- Directions for this task: Write the records out again exactly, leaving no images in.

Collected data

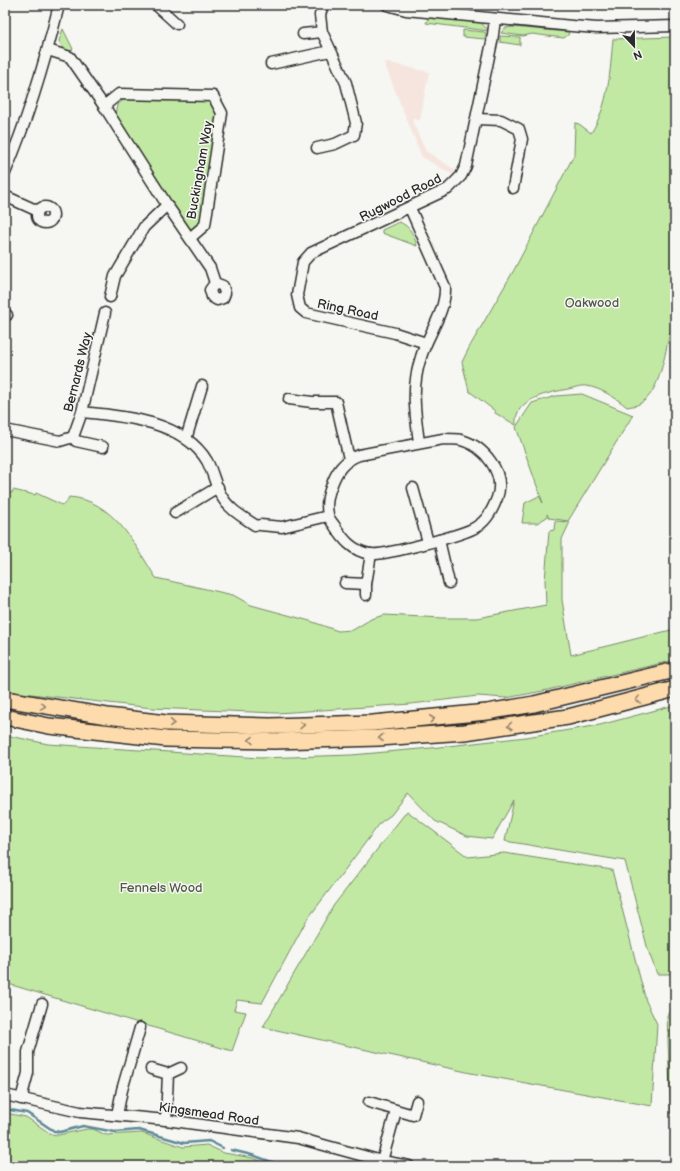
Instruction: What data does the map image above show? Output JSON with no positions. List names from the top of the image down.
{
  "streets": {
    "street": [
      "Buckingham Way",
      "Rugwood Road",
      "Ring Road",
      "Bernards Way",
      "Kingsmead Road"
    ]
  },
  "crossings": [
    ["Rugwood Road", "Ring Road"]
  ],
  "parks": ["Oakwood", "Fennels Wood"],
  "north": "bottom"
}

- Answer box:
Instruction: What data does the map image above show? Output JSON with no positions. List names from the top of the image down.
{
  "streets": {
    "street": [
      "Buckingham Way",
      "Rugwood Road",
      "Ring Road",
      "Bernards Way",
      "Kingsmead Road"
    ]
  },
  "crossings": [
    ["Rugwood Road", "Ring Road"]
  ],
  "parks": ["Oakwood", "Fennels Wood"],
  "north": "bottom"
}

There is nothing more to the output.